▶ [WORKING DATA]
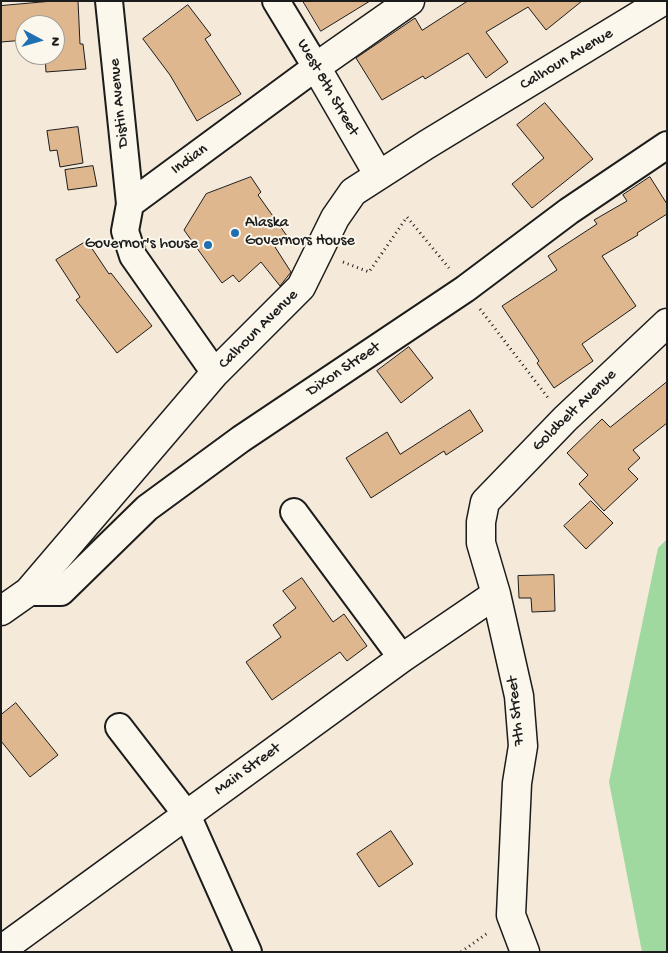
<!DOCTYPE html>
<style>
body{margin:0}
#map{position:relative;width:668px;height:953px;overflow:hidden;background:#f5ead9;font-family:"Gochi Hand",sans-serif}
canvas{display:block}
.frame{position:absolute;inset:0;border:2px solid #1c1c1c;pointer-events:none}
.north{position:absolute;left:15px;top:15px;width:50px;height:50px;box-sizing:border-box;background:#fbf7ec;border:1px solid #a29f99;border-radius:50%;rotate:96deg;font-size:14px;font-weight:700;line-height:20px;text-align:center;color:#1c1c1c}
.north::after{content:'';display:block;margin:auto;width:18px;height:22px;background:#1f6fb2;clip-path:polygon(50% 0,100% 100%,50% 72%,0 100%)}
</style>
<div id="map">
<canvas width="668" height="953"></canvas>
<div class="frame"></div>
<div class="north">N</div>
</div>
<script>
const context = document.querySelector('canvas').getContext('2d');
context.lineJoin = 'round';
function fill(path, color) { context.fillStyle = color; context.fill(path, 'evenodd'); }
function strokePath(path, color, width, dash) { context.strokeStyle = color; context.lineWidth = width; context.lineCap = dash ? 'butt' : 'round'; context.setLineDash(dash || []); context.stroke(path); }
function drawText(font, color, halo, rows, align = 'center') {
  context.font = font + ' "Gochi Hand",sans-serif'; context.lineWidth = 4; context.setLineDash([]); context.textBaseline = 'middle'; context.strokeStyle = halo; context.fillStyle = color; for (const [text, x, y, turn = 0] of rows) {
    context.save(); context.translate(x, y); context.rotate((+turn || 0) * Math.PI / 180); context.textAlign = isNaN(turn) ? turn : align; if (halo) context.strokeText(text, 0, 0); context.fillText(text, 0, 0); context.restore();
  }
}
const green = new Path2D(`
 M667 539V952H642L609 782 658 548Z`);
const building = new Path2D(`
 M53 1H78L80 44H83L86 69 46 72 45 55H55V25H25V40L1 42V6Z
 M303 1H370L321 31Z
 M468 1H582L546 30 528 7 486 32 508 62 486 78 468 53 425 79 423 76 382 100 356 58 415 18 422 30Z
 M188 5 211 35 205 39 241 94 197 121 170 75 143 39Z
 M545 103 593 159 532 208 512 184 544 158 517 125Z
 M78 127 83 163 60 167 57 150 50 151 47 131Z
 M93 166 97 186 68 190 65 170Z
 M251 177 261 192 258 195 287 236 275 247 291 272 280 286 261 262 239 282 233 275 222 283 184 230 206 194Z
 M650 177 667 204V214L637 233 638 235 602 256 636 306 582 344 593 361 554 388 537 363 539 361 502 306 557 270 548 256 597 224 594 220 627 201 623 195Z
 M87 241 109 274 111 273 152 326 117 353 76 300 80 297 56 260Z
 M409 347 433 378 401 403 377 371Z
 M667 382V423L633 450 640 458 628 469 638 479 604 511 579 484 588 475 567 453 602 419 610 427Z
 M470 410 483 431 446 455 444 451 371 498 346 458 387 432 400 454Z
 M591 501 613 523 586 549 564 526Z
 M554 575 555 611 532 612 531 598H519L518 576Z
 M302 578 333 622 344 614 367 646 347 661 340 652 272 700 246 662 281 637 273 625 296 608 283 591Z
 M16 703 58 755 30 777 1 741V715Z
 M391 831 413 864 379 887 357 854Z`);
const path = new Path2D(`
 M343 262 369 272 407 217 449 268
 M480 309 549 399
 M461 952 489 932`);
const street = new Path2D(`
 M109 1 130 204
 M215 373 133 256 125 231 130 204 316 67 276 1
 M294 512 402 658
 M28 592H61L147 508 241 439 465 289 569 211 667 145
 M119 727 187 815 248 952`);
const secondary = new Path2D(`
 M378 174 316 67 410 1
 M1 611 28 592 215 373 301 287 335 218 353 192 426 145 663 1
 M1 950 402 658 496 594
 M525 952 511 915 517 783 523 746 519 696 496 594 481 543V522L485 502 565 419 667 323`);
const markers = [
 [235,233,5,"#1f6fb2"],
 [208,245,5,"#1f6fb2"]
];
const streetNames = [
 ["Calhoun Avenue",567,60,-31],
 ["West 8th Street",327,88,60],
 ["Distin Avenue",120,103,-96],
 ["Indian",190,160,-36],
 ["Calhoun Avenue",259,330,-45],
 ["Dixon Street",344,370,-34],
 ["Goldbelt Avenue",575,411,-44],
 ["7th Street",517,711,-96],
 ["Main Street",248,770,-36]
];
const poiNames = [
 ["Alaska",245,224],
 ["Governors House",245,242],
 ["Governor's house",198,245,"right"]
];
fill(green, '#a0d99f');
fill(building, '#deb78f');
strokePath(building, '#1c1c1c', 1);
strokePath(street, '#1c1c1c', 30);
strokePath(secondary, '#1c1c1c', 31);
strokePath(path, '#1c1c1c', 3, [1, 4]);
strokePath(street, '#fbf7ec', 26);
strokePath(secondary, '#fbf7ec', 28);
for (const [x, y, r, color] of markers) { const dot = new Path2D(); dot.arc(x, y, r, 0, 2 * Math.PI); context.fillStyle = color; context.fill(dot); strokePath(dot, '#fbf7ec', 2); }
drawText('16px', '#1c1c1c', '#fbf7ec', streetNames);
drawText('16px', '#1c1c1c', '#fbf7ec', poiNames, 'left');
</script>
--
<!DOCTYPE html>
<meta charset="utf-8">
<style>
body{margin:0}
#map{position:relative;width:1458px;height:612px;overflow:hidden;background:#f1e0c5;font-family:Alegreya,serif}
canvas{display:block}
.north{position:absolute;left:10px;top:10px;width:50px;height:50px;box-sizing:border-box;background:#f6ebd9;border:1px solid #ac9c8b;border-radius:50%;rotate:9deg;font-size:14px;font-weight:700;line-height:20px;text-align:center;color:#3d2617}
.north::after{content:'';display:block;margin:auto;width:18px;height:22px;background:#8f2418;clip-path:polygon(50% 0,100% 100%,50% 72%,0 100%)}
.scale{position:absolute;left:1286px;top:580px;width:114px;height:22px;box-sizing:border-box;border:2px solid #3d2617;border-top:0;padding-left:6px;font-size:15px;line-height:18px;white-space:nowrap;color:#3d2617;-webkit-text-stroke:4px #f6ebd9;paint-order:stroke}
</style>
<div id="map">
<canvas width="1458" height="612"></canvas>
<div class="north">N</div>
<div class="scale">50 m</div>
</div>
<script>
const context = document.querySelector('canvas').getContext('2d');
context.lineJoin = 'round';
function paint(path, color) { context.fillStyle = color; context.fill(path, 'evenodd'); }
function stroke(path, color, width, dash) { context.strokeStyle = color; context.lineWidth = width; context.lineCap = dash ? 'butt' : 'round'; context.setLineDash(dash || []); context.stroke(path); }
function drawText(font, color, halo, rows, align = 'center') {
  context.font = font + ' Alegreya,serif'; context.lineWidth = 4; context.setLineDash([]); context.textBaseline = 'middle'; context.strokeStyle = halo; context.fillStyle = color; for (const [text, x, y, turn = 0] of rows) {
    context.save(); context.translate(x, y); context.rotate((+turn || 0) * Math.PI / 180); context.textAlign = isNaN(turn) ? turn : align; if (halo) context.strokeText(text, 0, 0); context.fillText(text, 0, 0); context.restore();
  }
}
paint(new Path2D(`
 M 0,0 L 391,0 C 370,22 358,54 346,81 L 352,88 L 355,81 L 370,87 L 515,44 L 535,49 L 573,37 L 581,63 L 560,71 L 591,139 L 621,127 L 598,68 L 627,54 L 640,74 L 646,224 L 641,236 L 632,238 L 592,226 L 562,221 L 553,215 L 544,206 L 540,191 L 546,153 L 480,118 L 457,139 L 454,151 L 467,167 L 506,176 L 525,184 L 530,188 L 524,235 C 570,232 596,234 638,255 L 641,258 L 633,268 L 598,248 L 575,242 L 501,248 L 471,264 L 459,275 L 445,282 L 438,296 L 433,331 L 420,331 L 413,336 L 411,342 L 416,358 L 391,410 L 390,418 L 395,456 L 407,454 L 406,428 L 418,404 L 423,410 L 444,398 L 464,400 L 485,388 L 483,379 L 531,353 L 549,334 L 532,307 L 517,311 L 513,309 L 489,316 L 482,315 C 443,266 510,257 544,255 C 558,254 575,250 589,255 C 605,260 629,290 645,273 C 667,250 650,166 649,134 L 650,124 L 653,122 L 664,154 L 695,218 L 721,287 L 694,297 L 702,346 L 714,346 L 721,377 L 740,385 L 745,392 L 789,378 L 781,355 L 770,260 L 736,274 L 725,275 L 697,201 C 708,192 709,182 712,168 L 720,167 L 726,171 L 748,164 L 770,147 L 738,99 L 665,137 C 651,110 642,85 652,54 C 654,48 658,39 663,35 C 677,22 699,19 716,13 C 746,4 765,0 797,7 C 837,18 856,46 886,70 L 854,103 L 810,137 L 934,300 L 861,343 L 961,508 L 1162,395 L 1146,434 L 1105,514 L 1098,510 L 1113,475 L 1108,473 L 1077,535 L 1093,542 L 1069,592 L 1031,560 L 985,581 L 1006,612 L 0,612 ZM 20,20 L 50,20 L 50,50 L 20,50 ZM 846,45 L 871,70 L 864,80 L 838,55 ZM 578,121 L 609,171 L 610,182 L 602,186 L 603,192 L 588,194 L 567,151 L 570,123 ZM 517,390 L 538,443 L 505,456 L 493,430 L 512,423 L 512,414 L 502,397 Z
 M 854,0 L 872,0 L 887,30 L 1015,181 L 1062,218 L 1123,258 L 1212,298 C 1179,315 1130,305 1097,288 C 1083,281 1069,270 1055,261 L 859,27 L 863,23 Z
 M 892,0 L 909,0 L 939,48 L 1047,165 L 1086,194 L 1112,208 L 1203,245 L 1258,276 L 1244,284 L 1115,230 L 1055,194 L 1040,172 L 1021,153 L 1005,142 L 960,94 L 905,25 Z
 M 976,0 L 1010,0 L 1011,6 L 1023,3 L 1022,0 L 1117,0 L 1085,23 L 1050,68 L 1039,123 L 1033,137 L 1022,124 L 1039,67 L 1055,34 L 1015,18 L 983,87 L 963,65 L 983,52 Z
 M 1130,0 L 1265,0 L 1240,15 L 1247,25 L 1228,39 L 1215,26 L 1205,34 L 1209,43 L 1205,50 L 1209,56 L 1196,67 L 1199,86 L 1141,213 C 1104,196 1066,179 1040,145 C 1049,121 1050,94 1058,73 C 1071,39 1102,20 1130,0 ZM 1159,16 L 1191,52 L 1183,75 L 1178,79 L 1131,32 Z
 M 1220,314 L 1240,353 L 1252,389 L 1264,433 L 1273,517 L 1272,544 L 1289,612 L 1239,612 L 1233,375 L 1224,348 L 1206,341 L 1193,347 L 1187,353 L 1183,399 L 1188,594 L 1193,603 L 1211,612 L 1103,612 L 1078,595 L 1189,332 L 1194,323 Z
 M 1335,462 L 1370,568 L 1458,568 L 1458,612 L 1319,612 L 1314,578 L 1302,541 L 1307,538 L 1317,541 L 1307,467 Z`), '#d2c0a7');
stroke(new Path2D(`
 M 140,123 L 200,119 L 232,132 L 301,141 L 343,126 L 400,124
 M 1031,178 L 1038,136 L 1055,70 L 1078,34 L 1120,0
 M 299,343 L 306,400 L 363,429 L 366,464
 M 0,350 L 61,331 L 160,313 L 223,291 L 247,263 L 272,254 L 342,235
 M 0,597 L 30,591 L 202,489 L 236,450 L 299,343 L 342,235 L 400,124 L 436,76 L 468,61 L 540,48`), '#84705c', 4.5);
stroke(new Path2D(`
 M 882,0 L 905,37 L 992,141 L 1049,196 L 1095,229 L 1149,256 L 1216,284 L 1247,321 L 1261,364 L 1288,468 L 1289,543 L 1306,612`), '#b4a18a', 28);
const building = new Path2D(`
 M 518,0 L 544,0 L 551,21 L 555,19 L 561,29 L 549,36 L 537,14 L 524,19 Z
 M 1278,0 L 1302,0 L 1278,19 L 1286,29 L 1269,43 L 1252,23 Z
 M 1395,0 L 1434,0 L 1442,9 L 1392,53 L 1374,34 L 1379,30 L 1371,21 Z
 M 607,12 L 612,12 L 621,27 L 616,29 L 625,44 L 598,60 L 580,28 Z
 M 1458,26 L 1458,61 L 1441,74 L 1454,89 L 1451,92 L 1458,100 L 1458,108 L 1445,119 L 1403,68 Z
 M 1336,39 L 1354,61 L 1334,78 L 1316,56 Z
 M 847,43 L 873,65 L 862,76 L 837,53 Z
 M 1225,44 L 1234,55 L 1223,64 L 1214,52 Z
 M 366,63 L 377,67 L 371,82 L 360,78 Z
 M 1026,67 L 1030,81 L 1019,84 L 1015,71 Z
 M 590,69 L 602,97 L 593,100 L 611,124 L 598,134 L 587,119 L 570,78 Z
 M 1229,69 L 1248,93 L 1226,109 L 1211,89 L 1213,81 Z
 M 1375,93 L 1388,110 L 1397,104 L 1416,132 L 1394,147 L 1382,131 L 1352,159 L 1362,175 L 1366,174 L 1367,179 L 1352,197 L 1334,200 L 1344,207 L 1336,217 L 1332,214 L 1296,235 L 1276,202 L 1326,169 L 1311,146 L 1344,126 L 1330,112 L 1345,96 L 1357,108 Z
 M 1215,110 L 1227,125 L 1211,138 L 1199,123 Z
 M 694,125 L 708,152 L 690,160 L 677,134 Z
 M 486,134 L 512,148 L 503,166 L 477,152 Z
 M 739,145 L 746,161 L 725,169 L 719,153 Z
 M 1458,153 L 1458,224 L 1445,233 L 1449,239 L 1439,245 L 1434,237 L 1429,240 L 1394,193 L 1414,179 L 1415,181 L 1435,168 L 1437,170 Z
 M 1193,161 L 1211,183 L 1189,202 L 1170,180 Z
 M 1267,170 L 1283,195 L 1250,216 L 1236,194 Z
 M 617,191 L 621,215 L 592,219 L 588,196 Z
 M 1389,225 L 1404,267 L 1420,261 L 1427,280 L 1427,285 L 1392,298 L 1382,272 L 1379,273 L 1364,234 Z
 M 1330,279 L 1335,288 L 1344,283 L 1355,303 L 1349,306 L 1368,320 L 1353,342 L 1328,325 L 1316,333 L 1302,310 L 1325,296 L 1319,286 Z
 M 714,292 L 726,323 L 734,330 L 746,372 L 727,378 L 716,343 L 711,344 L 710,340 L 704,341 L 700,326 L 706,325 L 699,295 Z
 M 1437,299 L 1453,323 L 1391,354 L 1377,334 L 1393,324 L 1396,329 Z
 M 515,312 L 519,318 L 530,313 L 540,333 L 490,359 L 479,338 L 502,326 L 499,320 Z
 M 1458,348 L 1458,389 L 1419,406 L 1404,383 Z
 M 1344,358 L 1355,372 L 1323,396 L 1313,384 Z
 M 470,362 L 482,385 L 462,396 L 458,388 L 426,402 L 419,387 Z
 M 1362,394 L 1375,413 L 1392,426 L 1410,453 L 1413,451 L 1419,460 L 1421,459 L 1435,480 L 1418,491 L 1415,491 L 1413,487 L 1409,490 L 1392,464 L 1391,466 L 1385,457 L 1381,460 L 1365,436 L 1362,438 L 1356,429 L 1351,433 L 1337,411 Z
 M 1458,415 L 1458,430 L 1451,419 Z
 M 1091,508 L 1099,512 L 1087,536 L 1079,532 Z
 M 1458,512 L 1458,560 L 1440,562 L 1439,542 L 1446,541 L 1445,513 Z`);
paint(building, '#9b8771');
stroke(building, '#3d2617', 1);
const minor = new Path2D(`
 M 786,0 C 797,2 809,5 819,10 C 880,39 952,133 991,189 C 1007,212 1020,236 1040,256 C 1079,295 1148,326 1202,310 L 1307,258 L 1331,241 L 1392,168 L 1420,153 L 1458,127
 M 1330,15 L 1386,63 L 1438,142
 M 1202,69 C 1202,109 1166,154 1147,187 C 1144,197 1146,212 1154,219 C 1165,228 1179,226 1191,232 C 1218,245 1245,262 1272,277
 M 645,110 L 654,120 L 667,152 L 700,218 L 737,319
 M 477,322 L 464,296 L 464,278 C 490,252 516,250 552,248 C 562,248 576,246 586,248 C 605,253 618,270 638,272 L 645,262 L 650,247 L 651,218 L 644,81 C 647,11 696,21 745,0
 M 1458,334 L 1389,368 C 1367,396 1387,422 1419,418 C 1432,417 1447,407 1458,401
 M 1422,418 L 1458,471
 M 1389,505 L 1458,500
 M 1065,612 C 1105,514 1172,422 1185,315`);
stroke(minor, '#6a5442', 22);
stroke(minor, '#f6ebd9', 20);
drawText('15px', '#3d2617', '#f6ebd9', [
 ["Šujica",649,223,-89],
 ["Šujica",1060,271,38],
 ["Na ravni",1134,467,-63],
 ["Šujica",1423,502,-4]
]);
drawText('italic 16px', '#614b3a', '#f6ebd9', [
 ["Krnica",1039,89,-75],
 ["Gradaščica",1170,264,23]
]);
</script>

▶ [EXERCISE BRIEF] Copy every line in the data above that has the string "butt" in it.

▶ [RESULT OF THIS EXERCISE]
function strokePath(path, color, width, dash) { context.strokeStyle = color; context.lineWidth = width; context.lineCap = dash ? 'butt' : 'round'; context.setLineDash(dash || []); context.stroke(path); }
function stroke(path, color, width, dash) { context.strokeStyle = color; context.lineWidth = width; context.lineCap = dash ? 'butt' : 'round'; context.setLineDash(dash || []); context.stroke(path); }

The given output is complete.